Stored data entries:
------------

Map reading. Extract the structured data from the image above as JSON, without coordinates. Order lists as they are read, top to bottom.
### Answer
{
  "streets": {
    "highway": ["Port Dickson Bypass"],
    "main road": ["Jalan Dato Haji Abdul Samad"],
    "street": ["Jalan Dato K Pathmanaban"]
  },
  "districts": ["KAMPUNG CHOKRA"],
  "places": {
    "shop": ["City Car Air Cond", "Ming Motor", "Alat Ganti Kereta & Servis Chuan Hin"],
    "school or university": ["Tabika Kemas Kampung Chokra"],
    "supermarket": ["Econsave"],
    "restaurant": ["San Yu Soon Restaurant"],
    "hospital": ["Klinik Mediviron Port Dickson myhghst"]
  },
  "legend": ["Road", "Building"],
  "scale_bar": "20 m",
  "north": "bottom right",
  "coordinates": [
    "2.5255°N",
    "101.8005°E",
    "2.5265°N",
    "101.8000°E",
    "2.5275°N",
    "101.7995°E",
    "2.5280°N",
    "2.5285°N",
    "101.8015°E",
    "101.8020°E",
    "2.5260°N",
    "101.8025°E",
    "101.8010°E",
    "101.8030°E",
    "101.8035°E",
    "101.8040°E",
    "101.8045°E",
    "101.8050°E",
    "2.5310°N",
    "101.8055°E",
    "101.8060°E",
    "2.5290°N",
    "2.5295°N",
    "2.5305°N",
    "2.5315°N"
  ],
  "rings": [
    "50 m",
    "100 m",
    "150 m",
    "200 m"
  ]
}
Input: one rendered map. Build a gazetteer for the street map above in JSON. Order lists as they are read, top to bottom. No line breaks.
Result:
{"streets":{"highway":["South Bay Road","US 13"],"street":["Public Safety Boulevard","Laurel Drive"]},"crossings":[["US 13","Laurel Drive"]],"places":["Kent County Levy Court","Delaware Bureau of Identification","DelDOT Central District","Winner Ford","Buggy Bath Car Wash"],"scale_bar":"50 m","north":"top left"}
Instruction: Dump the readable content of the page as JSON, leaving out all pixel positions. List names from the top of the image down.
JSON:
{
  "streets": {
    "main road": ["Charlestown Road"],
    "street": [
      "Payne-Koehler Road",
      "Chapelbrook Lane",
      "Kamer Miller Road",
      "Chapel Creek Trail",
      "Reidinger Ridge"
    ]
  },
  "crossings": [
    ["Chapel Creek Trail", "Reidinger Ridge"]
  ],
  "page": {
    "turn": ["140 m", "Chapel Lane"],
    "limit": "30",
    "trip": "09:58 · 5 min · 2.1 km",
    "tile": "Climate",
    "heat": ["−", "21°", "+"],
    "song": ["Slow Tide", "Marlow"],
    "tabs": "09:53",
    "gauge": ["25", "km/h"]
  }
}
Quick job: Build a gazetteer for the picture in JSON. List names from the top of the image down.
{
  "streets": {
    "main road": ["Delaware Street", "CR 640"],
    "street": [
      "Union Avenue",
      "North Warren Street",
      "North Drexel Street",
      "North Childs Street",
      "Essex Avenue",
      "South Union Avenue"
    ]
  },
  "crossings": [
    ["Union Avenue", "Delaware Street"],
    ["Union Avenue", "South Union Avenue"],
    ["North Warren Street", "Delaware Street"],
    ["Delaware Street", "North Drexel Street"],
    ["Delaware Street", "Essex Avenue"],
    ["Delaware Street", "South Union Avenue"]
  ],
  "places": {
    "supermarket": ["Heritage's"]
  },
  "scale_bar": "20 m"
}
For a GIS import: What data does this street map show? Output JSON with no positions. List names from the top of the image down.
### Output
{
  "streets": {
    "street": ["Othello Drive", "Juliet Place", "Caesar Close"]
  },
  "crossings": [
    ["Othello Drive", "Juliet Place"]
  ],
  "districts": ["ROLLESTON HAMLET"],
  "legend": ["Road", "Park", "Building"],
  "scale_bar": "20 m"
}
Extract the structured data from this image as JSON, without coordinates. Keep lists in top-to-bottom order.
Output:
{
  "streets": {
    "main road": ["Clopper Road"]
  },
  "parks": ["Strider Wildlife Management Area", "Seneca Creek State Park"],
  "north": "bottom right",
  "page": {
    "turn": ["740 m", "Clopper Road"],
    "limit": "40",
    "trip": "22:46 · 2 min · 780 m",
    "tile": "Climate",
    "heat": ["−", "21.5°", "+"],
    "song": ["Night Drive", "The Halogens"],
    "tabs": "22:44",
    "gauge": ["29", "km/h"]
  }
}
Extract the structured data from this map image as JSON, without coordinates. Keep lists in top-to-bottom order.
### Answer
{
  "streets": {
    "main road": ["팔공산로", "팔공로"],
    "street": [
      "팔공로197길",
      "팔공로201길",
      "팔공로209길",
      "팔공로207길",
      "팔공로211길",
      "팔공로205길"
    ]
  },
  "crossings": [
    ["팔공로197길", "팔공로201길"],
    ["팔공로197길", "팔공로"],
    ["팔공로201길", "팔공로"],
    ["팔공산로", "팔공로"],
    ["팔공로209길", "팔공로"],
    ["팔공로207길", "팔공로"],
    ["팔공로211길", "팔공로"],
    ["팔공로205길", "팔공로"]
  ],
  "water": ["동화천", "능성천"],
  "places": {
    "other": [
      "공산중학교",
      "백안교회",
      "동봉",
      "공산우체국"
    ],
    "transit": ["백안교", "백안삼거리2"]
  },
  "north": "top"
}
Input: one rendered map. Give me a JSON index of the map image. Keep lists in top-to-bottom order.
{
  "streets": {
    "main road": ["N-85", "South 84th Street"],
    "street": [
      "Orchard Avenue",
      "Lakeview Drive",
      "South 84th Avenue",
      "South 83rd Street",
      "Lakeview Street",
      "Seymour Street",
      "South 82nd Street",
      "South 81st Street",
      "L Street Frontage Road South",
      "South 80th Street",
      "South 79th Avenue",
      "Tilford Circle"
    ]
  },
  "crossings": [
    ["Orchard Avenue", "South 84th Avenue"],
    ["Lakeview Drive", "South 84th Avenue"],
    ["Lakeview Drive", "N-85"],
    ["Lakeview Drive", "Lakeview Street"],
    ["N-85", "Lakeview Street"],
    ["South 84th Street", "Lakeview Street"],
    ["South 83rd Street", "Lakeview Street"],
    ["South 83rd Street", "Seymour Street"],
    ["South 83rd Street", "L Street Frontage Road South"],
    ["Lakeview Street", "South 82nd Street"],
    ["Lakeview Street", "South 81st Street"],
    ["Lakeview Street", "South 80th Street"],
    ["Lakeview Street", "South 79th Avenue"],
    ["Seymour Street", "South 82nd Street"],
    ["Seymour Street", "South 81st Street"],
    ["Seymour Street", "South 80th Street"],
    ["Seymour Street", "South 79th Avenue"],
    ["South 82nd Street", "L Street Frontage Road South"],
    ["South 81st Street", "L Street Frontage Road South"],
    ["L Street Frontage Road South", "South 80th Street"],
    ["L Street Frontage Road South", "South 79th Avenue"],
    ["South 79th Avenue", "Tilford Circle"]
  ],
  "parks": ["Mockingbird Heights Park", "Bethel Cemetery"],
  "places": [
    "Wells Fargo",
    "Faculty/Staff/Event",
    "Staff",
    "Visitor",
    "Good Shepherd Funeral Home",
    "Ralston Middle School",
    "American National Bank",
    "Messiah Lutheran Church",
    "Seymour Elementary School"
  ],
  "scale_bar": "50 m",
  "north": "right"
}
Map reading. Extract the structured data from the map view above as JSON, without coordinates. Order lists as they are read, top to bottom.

------------

What needs to be done: Return each line above exactly as it appears.

Answer below:
Map reading. Extract the structured data from the image above as JSON, without coordinates. Order lists as they are read, top to bottom.
### Answer
{
  "streets": {
    "highway": ["Port Dickson Bypass"],
    "main road": ["Jalan Dato Haji Abdul Samad"],
    "street": ["Jalan Dato K Pathmanaban"]
  },
  "districts": ["KAMPUNG CHOKRA"],
  "places": {
    "shop": ["City Car Air Cond", "Ming Motor", "Alat Ganti Kereta & Servis Chuan Hin"],
    "school or university": ["Tabika Kemas Kampung Chokra"],
    "supermarket": ["Econsave"],
    "restaurant": ["San Yu Soon Restaurant"],
    "hospital": ["Klinik Mediviron Port Dickson myhghst"]
  },
  "legend": ["Road", "Building"],
  "scale_bar": "20 m",
  "north": "bottom right",
  "coordinates": [
    "2.5255°N",
    "101.8005°E",
    "2.5265°N",
    "101.8000°E",
    "2.5275°N",
    "101.7995°E",
    "2.5280°N",
    "2.5285°N",
    "101.8015°E",
    "101.8020°E",
    "2.5260°N",
    "101.8025°E",
    "101.8010°E",
    "101.8030°E",
    "101.8035°E",
    "101.8040°E",
    "101.8045°E",
    "101.8050°E",
    "2.5310°N",
    "101.8055°E",
    "101.8060°E",
    "2.5290°N",
    "2.5295°N",
    "2.5305°N",
    "2.5315°N"
  ],
  "rings": [
    "50 m",
    "100 m",
    "150 m",
    "200 m"
  ]
}
Input: one rendered map. Build a gazetteer for the street map above in JSON. Order lists as they are read, top to bottom. No line breaks.
Result:
{"streets":{"highway":["South Bay Road","US 13"],"street":["Public Safety Boulevard","Laurel Drive"]},"crossings":[["US 13","Laurel Drive"]],"places":["Kent County Levy Court","Delaware Bureau of Identification","DelDOT Central District","Winner Ford","Buggy Bath Car Wash"],"scale_bar":"50 m","north":"top left"}
Instruction: Dump the readable content of the page as JSON, leaving out all pixel positions. List names from the top of the image down.
JSON:
{
  "streets": {
    "main road": ["Charlestown Road"],
    "street": [
      "Payne-Koehler Road",
      "Chapelbrook Lane",
      "Kamer Miller Road",
      "Chapel Creek Trail",
      "Reidinger Ridge"
    ]
  },
  "crossings": [
    ["Chapel Creek Trail", "Reidinger Ridge"]
  ],
  "page": {
    "turn": ["140 m", "Chapel Lane"],
    "limit": "30",
    "trip": "09:58 · 5 min · 2.1 km",
    "tile": "Climate",
    "heat": ["−", "21°", "+"],
    "song": ["Slow Tide", "Marlow"],
    "tabs": "09:53",
    "gauge": ["25", "km/h"]
  }
}
Quick job: Build a gazetteer for the picture in JSON. List names from the top of the image down.
{
  "streets": {
    "main road": ["Delaware Street", "CR 640"],
    "street": [
      "Union Avenue",
      "North Warren Street",
      "North Drexel Street",
      "North Childs Street",
      "Essex Avenue",
      "South Union Avenue"
    ]
  },
  "crossings": [
    ["Union Avenue", "Delaware Street"],
    ["Union Avenue", "South Union Avenue"],
    ["North Warren Street", "Delaware Street"],
    ["Delaware Street", "North Drexel Street"],
    ["Delaware Street", "Essex Avenue"],
    ["Delaware Street", "South Union Avenue"]
  ],
  "places": {
    "supermarket": ["Heritage's"]
  },
  "scale_bar": "20 m"
}
For a GIS import: What data does this street map show? Output JSON with no positions. List names from the top of the image down.
### Output
{
  "streets": {
    "street": ["Othello Drive", "Juliet Place", "Caesar Close"]
  },
  "crossings": [
    ["Othello Drive", "Juliet Place"]
  ],
  "districts": ["ROLLESTON HAMLET"],
  "legend": ["Road", "Park", "Building"],
  "scale_bar": "20 m"
}
Extract the structured data from this image as JSON, without coordinates. Keep lists in top-to-bottom order.
Output:
{
  "streets": {
    "main road": ["Clopper Road"]
  },
  "parks": ["Strider Wildlife Management Area", "Seneca Creek State Park"],
  "north": "bottom right",
  "page": {
    "turn": ["740 m", "Clopper Road"],
    "limit": "40",
    "trip": "22:46 · 2 min · 780 m",
    "tile": "Climate",
    "heat": ["−", "21.5°", "+"],
    "song": ["Night Drive", "The Halogens"],
    "tabs": "22:44",
    "gauge": ["29", "km/h"]
  }
}
Extract the structured data from this map image as JSON, without coordinates. Keep lists in top-to-bottom order.
### Answer
{
  "streets": {
    "main road": ["팔공산로", "팔공로"],
    "street": [
      "팔공로197길",
      "팔공로201길",
      "팔공로209길",
      "팔공로207길",
      "팔공로211길",
      "팔공로205길"
    ]
  },
  "crossings": [
    ["팔공로197길", "팔공로201길"],
    ["팔공로197길", "팔공로"],
    ["팔공로201길", "팔공로"],
    ["팔공산로", "팔공로"],
    ["팔공로209길", "팔공로"],
    ["팔공로207길", "팔공로"],
    ["팔공로211길", "팔공로"],
    ["팔공로205길", "팔공로"]
  ],
  "water": ["동화천", "능성천"],
  "places": {
    "other": [
      "공산중학교",
      "백안교회",
      "동봉",
      "공산우체국"
    ],
    "transit": ["백안교", "백안삼거리2"]
  },
  "north": "top"
}
Input: one rendered map. Give me a JSON index of the map image. Keep lists in top-to-bottom order.
{
  "streets": {
    "main road": ["N-85", "South 84th Street"],
    "street": [
      "Orchard Avenue",
      "Lakeview Drive",
      "South 84th Avenue",
      "South 83rd Street",
      "Lakeview Street",
      "Seymour Street",
      "South 82nd Street",
      "South 81st Street",
      "L Street Frontage Road South",
      "South 80th Street",
      "South 79th Avenue",
      "Tilford Circle"
    ]
  },
  "crossings": [
    ["Orchard Avenue", "South 84th Avenue"],
    ["Lakeview Drive", "South 84th Avenue"],
    ["Lakeview Drive", "N-85"],
    ["Lakeview Drive", "Lakeview Street"],
    ["N-85", "Lakeview Street"],
    ["South 84th Street", "Lakeview Street"],
    ["South 83rd Street", "Lakeview Street"],
    ["South 83rd Street", "Seymour Street"],
    ["South 83rd Street", "L Street Frontage Road South"],
    ["Lakeview Street", "South 82nd Street"],
    ["Lakeview Street", "South 81st Street"],
    ["Lakeview Street", "South 80th Street"],
    ["Lakeview Street", "South 79th Avenue"],
    ["Seymour Street", "South 82nd Street"],
    ["Seymour Street", "South 81st Street"],
    ["Seymour Street", "South 80th Street"],
    ["Seymour Street", "South 79th Avenue"],
    ["South 82nd Street", "L Street Frontage Road South"],
    ["South 81st Street", "L Street Frontage Road South"],
    ["L Street Frontage Road South", "South 80th Street"],
    ["L Street Frontage Road South", "South 79th Avenue"],
    ["South 79th Avenue", "Tilford Circle"]
  ],
  "parks": ["Mockingbird Heights Park", "Bethel Cemetery"],
  "places": [
    "Wells Fargo",
    "Faculty/Staff/Event",
    "Staff",
    "Visitor",
    "Good Shepherd Funeral Home",
    "Ralston Middle School",
    "American National Bank",
    "Messiah Lutheran Church",
    "Seymour Elementary School"
  ],
  "scale_bar": "50 m",
  "north": "right"
}
Map reading. Extract the structured data from the map view above as JSON, without coordinates. Order lists as they are read, top to bottom.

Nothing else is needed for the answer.